*Problem requirements*: Looking through the records below, please work out how many lines contain "hidden". Give only that number.

*Extracted entries*:

=== Section Start ===

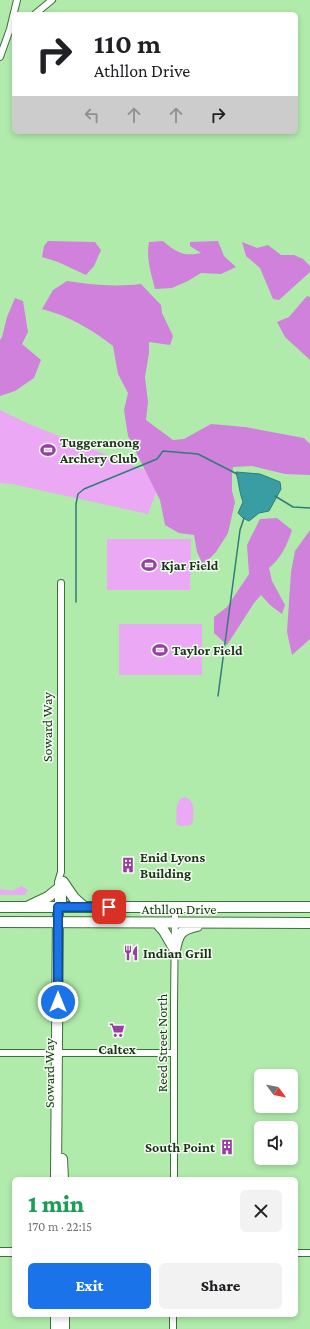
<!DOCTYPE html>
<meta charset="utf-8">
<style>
body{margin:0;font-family:"Crimson Pro",serif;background:#f2f2f2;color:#202124;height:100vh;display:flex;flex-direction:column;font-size:15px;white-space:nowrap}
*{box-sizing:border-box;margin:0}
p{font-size:13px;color:#757577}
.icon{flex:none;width:22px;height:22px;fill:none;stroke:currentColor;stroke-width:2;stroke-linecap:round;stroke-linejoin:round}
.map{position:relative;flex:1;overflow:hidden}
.drawer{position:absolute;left:12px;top:1177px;width:286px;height:140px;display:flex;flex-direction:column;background:#fff;border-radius:6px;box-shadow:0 2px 6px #0003}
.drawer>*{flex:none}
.guide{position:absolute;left:12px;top:12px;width:286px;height:122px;border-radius:6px;box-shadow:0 2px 6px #0003;background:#fff;color:#202124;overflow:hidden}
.needle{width:26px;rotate:122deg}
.fabs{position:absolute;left:254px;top:1069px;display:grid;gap:8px}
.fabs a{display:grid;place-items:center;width:44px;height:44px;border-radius:6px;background:#fff;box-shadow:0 2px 6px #0003;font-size:20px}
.pin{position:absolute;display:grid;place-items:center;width:34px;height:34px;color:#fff;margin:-17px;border-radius:8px;box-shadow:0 2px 6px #0006}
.me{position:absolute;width:44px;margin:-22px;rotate:0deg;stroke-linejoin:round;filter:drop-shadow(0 0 3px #0008)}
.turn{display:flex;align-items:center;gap:14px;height:84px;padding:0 16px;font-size:18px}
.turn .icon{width:52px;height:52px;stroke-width:2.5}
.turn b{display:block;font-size:28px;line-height:34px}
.lanes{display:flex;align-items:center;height:38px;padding:0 16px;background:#0003;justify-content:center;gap:20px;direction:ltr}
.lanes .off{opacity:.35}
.round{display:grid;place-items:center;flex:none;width:42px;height:42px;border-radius:6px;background:#f2f2f2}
.headline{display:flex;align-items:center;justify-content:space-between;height:68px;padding:0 16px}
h1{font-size:24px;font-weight:800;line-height:30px;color:#1e9e55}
.cta{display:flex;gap:8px;margin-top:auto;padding:8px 16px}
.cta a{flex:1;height:46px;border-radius:6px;background:#1a73e8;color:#fff;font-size:16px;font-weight:800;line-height:46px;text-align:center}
.cta a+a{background:#f2f2f2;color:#202124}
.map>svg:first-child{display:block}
</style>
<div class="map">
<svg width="310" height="1329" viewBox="0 0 310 1329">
<rect width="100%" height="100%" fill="#b1ebac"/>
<path fill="#eba8f4" d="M0,410L29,424L162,477L148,514L12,484L0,483Z
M107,539H191L190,590H107Z
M119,624H202V675H119Z
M185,797C196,801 193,812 193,822L190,825L179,826L176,823C178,813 173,801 185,797Z
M21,886L28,890L25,895H0V889C11,890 11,893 21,886Z"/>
<path fill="#cf81db" d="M48,241L95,242L101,250L94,266L86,275L58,262L42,257L44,246Z
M163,241C176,252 183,257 201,253L190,246V242L218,241L224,256L236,267L221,274L201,273L188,281L172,288L155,289C151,273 146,259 149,242Z
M242,242L257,248L268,245L281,255H294L303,259L310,266V272L279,300L273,299L260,268L246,256Z
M67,281C93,285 114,287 141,284L161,305L162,313L173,336L170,345L149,342V353L145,377L148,402L146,420L173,440L184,439L211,424L245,427L304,438L310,444V475L285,474L252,466L233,467L232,475V491L235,502L228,533L216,552L203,565L197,552L194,535L179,533L165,525L160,500L128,436L124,410L128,393L118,374L113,346C91,329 69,316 42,309L53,290Z
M307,296L310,297V360L285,337L277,322L289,317Z
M15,298L23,301L28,332L22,344L41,360L34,378L15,391L0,396V340L2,337L7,317Z
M277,518L292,530C287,545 282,557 269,568L272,581L285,605L282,614L270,605L261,595L254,603L227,645L214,633V617L227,607L249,574L247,545L260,519Z
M310,530V639L292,655L287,632L291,572L295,551Z"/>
<path fill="#3a9da4" stroke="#307c7a" d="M236,472L260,474L280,482L281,489L269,511L259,513L249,521L243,518L238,513L243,502C239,492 239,482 236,472Z"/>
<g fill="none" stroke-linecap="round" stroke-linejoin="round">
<path stroke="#307c7a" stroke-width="1.5" d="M275,496L293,507L310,508
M76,602V504L78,494L84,489L157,459L163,451L198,454L237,474
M218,696L240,530L244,518"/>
<g stroke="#3c7138" stroke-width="8">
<path id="minor" d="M35,14L52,0
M0,57L10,29L17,0
M63,883V907
M58,907V882L61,872V583
M0,1053H174
M174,1179V1007L175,907
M296,1253H310
M173,1329V1315"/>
</g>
<g stroke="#3c7138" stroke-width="10">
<path id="tertiary" d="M0,1252H14"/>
</g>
<g stroke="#3c7138" stroke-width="12">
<path id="primary" d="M63,882L74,898L84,907
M29,906L48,897L58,889
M0,907H310
M0,922L310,923
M157,923L164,931L175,950
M175,950C178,934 180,930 197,926
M62,1159L63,1179
M56,1179L58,907
M56,1315V1329
M64,1329V1315"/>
</g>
<use href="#minor" stroke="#fff" stroke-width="6"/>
<use href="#tertiary" stroke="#fff" stroke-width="8"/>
<use href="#primary" stroke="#fff" stroke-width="10"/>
</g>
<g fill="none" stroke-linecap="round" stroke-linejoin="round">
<g stroke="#114b97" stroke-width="10">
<path id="route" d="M58,1002V907H109"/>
</g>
<use href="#route" stroke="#1a73e8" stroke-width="7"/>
</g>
<defs>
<g id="stadium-bare" transform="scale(1.2)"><path d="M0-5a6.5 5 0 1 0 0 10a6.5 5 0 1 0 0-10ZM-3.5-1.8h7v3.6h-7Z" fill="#9a3da7" stroke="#f3fef1" stroke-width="2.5" paint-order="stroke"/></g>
<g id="building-bare" transform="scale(1.2)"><path d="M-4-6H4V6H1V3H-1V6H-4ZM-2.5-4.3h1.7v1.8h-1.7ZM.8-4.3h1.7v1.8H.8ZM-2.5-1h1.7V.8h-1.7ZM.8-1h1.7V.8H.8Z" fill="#9a3da7" stroke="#f3fef1" stroke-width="2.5" paint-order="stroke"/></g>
<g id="restaurant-bare" transform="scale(1.2)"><path d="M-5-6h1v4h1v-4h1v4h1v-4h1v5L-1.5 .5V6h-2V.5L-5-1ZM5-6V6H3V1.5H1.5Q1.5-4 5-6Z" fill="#9a3da7" stroke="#f3fef1" stroke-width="2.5" paint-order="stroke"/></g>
<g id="supermarket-bare" transform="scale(1.2)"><path d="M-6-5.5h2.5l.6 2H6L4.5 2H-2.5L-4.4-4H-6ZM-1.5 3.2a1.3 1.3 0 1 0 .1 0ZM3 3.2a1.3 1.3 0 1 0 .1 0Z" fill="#9a3da7" stroke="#f3fef1" stroke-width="2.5" paint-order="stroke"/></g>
</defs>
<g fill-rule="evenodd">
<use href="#stadium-bare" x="48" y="450"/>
<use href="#stadium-bare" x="149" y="565"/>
<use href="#stadium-bare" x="160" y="650"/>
<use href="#building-bare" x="128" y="865"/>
<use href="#restaurant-bare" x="131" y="953"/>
<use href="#supermarket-bare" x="117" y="1030"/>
<use href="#building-bare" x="227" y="1147"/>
</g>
<g text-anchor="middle" stroke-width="3" stroke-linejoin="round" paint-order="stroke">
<g font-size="14" font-weight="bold" fill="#1a3018" stroke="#f3fef1" text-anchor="start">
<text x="60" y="447">Tuggeranong<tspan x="60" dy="16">Archery Club</tspan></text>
<text x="161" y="570">Kjar Field</text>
<text x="172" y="655">Taylor Field</text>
<text x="140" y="862">Enid Lyons<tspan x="140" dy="16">Building</tspan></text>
<text x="143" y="958">Indian Grill</text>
<text x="117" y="1054" text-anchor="middle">Caltex</text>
<text x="215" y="1152" text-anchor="end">South Point</text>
</g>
<g font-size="14" fill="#1a3018" stroke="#f3fef1">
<text transform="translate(47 727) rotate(-90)" y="5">Soward Way</text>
<text x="179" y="914">Athllon Drive</text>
<text transform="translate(162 1043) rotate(-90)" y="5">Reed Street North</text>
<text transform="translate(49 1073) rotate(-90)" y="5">Soward Way</text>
</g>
</g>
</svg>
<div class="fabs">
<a><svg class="needle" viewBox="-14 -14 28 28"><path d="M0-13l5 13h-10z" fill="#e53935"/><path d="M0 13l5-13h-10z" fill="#757577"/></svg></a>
<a><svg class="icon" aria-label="sound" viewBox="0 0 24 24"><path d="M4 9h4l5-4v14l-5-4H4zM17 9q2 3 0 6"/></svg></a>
</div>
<div class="pin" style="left:109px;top:907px;background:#d93025"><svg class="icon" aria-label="arrive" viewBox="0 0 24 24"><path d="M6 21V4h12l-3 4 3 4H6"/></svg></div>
<svg class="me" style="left:58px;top:1002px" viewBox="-20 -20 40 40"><circle r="17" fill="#1a73e8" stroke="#fff" stroke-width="3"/><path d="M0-11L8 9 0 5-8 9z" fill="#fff"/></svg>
<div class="guide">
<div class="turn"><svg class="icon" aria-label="right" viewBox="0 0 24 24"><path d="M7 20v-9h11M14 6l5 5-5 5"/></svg><div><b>110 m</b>Athllon Drive</div></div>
<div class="lanes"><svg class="icon off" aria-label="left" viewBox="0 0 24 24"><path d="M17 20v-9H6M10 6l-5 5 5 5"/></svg><svg class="icon off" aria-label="ahead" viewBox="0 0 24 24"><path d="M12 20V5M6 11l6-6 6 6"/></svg><svg class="icon off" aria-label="ahead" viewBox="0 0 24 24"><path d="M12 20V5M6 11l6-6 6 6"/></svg><svg class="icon" aria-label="right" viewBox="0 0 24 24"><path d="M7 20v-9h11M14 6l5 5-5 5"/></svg></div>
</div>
<section class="drawer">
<div class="headline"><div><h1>1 min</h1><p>170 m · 22:15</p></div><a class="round"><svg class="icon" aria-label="close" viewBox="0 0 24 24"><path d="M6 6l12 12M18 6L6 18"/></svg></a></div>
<div class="cta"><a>Exit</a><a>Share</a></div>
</section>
</div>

=== Section End ===

*The answer*: 2